While there are a number of mobile apps that serve as a panic button of sorts – alerting friends or family when you feel you’re in danger – last year’s TechCrunch Disrupt NY hackathon winner Witness resonated with the event’s audience because it also promised a way to discreetly record incidents of civil disobedience and police brutality at a time when high-profile clashes with police were making headlines.
Today, that app, now called Parachute, is rolling out its first significant update since its 2015 launch. In addition to an expanded feature set, the app also allows organizations to connect with Parachute in order to receive live incidents recorded and shared by end users.
The way Witness originally worked was by allowing users to launch the app and immediately start live-streaming from their phone. This video stream was geolocated and immediately shared with those on the users’ emergency contact list, who were alerted to the incoming video by way of an automated phone call, email and text message.

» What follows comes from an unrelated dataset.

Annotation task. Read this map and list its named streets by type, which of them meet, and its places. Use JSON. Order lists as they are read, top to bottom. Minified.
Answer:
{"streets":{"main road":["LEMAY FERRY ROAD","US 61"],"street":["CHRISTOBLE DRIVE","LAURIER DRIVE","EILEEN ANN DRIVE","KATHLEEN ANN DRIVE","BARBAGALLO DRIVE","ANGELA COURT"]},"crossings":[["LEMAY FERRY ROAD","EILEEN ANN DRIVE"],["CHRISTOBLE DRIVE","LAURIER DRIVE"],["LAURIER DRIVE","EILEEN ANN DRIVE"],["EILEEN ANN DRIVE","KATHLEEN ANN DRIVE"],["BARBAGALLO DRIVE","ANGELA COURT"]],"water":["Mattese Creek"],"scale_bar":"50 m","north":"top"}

Plus, when a cell signal was not present, the app would store the footage on the device then send it out when a signal again became available. Once on Parachute’s servers, the data on the phone is wiped.
Another notable feature was that the app would black out the screen to allow users to record discreetly – something that could help them in the event of an emergency, an abuse scenario, or when documenting evidence of police brutality, human rights violations, or even just a news event where recording was prohibited.
Because Witness handles sensitive data, it doesn’t look at the incidents recorded unless users request it. But the company says that in some cases, users asked for footage to give to police or lawyers.
Parachute becomes a platform
But users weren’t the only ones interested in accessing recordings, as it turns out.
Founder Marinos Bernitsas, who left the world of algorithmic trading in New York to focus on building apps, says that since Witness’s App Store launch in July, more than 50 organizations reached out asking if there was a way to receive live Witness incidents from users, and archive that recorded footage for further analysis.
This is now what the Parachute platform aims to deliver.
Organizations can choose to access live-streamed incidents and archive the footage via a web-based control center, or they can use Parachute’s APIs to access this functionality programmatically. This allows them to integrate Parachute’s capabilities into their own applications, if they choose. The ability to integrate Parachute into third-party devices is also now in beta testing.
Included in the platform is a live view of active incidents, which resembles a CCTV monitor showing video, audio and location.
Organizations can also search their incidents archive, access incident-level analytics like speed and distance traveled, and reconstruct events using composites to piece together multiple incidents.
Early testers of the platform include organizations in the safety, healthcare, insurance, news, transportation, and human rights space, notes Bernitsas.
In order to receive these incidents, however, users have to opt to add the organization to their list of emergency contacts by clicking an “Add us on Parachute” link.
This sets up a virtual hotline of sorts which not only alerts the organization by way of emails, calls or texts, but also lets them route the incident to dispatch systems, TVs, social media, and more.
Beyond the launch of the platform, the updated Parachute app today introduces a number of new features and enhancements as well. It now blacks out the screen for discreet recording, but allows you to press on an “eye” button to check on the recording, if need be.
It also identifies altitude (like the floor of the building you’re on) using sensors, includes a better streaming algorithm for low-bandwidth situations, allows you to delete incidents after 24 hours via a link to your email, and includes an iOS widget.
This widget lets you more quickly activate a recording, as all you need to do is press and hold the widget for one second.
Bernitsas tells us that he had been focused on scaling the infrastructure and keeping up with demand, but now that Parachute is live, he’s looking to make growing the team the number one priority.
“We’ve only scratched the surface of what technology can do to make the world a safer place,” writes Bernitsas in a post introducing the new features and branding. “As we head on to our second year, we will keep pushing the boundaries of technology towards our mission to provide the simplest, fastest and most reliable experience in the event of an emergency,” he says.